In order to assess training-induced physiologic changes, we measured subjects' FFRs elicited by the three trained pitch patterns (tones) embedded in the untrained syllable /mi/ (Fig. 1 shows the F0 contours of these stimuli). Physiologic data were collected immediately before the first session of training and immediately after the last session of training. For each subject, three measures of FFR pitch tracking were calculated: Pitch Tracking Error, Spectral Dominance of F0, and Pitch Noise Ratio, which were used to assess the subjects' pitch tracking to the stimulus F0 contours of the three stimuli. These measures were derived using a sliding window analysis procedure, in which 40-ms bins of the FFR were analyzed in the frequency domain. The FFR was assumed to encompass the entire response beginning at time 1.1 ms, the transmission delay between the ER-3 transducer and ear insert. The 40-ms sliding window was shifted in 1-ms steps to produce a total of 238 overlapping FFR bins. A narrow-band spectrogram was calculated for each Hanning-windowed FFR bin by applying the Fast Fourier Transform (FFT). To increase spectral resolution, each time bin was zero-padded to 1 second before performing the FFT. The spectrogram gave an estimate of spectral energy over time and the F0 (pitch) contour was extracted from the spectrogram by finding the spectral peak closest to the expected (stimulus) frequency. F0 frequency and amplitude were recorded for each time bin. The same short-term spectral analysis procedure was applied to the stimulus waveforms. In Fig. 4 and 5, the time indicated on the x-axis refers to the midpoint of each 40-ms time bin analyzed. Pitch Tracking Error was calculated using both linear and logarithmic scales. Linear Pitch Tracking Error, a measure of pitch encoding accuracy over the duration of the stimulus, was calculated by finding the absolute Euclidian distance between the stimulus F0 and response F0 at each time bin and averaging the error across all 238 bins. In computing Logarithmic Pitch Tracking Error, the stimulus F0 and the response F0 were transformed to log units before finding the average absolute difference between the stimulus and the response.

Fig. 4.

Fig. 4

Representative examples of pre- and post-training pitch-tracking plots. (A) Trajectories (orange line) of brainstem pitch tracking elicited by a dipping pitch contour (Tone 3) for three subjects before and after training. The black line indicates the stimulus (expected) F0 contour. The time indicated on the x-axis refers to the midpoint of each 40-ms time bin analyzed. (B) Word identification scores of the first and last training sessions for the subjects plotted in panel A.

Fig. 5.

Fig. 5

FFR waveforms, spectrograms, and pitch tracking plots for Tones 1, 2, and 3 for a representative subject. (A) FFR waveforms, (B) FFR spectra, and (C) pitch tracking plots with stimulus F0 contour (black) and response F0 contour (red) for Tones 1, 2 and 3 after training for a representative subject as a function of time referring to the midpoint of each 40-ms time bin analyzed. In the FFR spectra, color represents FFR spectral amplitude (arbitrary units). The stimulus F0 contours of the high-level (Tone 1), rising (Tone 2) and dipping/falling-rising (Tone 3) range between 140-172 Hz, 110-163 Hz, and 89-110 Hz, respectively. This subject's pre- and post-training Linear Pitch Tracking Error values are 2.58 and 4.77 (Tone 1), 14.74 and 6.61 (Tone 2), and 8.07 and 4.27 (Tone 3); Spectral Dominance values are 0 and 4 (Tone 1), 50 and 0 (Tone 2) and 2 and 0 (Tone 3), and Pitch Noise Ratio is 0 for both pre and post responses for all three tones. This subject is plotted in Fig. 4 as Subject b.

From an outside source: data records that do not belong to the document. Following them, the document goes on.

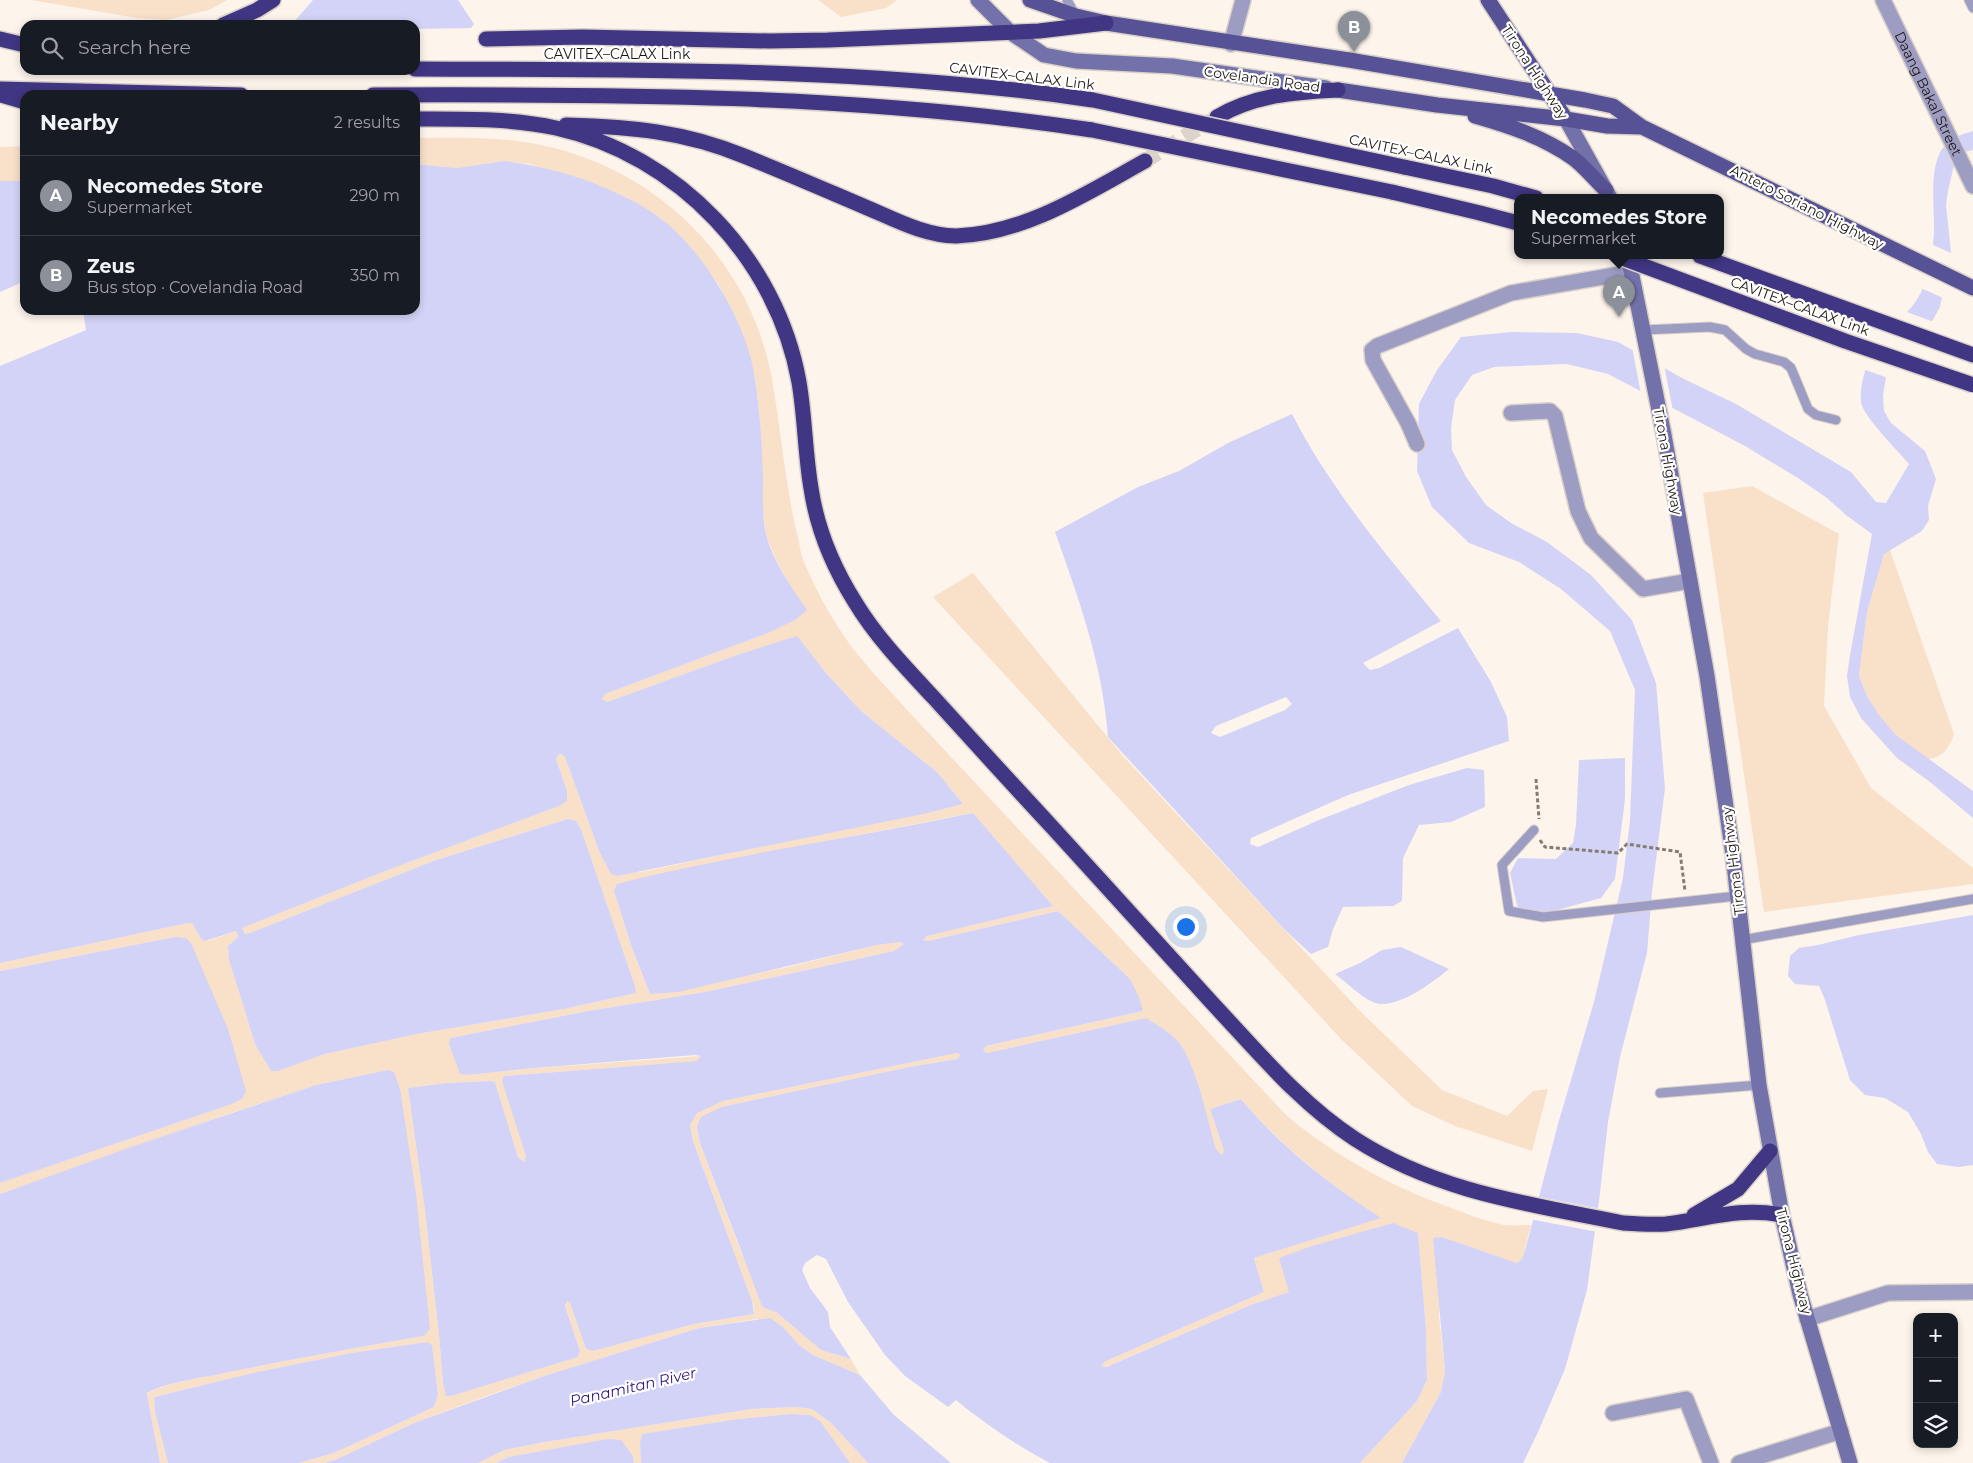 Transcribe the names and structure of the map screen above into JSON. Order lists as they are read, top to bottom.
{
  "streets": {
    "highway": ["CAVITEX–CALAX Link"],
    "main road": ["Tirona Highway", "Covelandia Road", "Antero Soriano Highway"],
    "street": ["Daang Bakal Street"]
  },
  "crossings": [
    ["Tirona Highway", "Covelandia Road"],
    ["Tirona Highway", "Antero Soriano Highway"],
    ["Covelandia Road", "Antero Soriano Highway"]
  ],
  "water": ["Panamitan River"],
  "page": {
    "pins": ["B", "A"],
    "search": "Search here",
    "heading": ["Nearby", "2 results"],
    "list": [
      {
        "mark": "A",
        "name": "Necomedes Store",
        "note": "Supermarket",
        "value": "290 m"
      },
      {
        "mark": "B",
        "name": "Zeus",
        "note": "Bus stop · Covelandia Road",
        "value": "350 m"
      }
    ],
    "popup": ["Necomedes Store", "Supermarket"],
    "map_buttons": ["+", "−"]
  }
}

Spectral Dominance of F0 and Pitch Noise Ratio are two measures of spectral amplitude, which consider the extent to which the extracted F0s meet or surpass a specific threshold across the entire stimulus. Specifically, Spectral Dominance of F0 describes whether the extracted F0s were at the spectral maximum and reflects the strength of F0 encoding for the duration of the stimulus in the brainstem. This measure of spectral amplitude was calculated by finding the number of time bins in which the extracted F0 fell at the spectral maximum (largest peak in spectrum). For each time bin, a signal-to-noise ratio (SNR) was also calculated. This was done by applying a FFT to the 40-ms waveform representing the non-stimulus-evoked activity (noise) and then finding the spectral amplitude corresponding to F0 that was extracted from the respective FFR bin. SNRs were calculated as F0AmplitudeFFR BINx / F0AmplitudeNOISE, where x is a number from 1 to 238, and F0 is the frequency extracted from bin x. Pitch Noise Ratio describes whether the extracted F0s were above the noise floor and thus, represents the number of bins for which the SNR was greater than one. It reflects the magnitude of the response in encoding stimulus F0 relative to the ongoing neural response. All pitch-tracking analyses were performed using routines coded in Matlab 7.0.4 (The Mathworks, Natick, MA).

Results

Behavioral Measures (Tone Training Program)

Subjects' word identification performance was evaluated at the end of each training session. We found that immediately after the first training session, subjects' mean word identification was 21.56% (range 4.17 to 58.33%). At the end of the last training session (henceforth “attainment”), subjects' mean performance was 89.49% (range 11.11 to 100%), an improvement of 67.93%, which is statistically significant as revealed by a paired t-test [t = -17.06, p < 0.0001]. Fig. 2 shows subjects' mean learning trajectory.

Fig. 2.

Fig. 2

Mean word identification scores. Subjects' mean word identification scores measured at the end of each day of training indicating learning progress. Error bars show one standard deviation from the mean.

Physiologic Responses (Pitch Pattern/Tone Stimuli)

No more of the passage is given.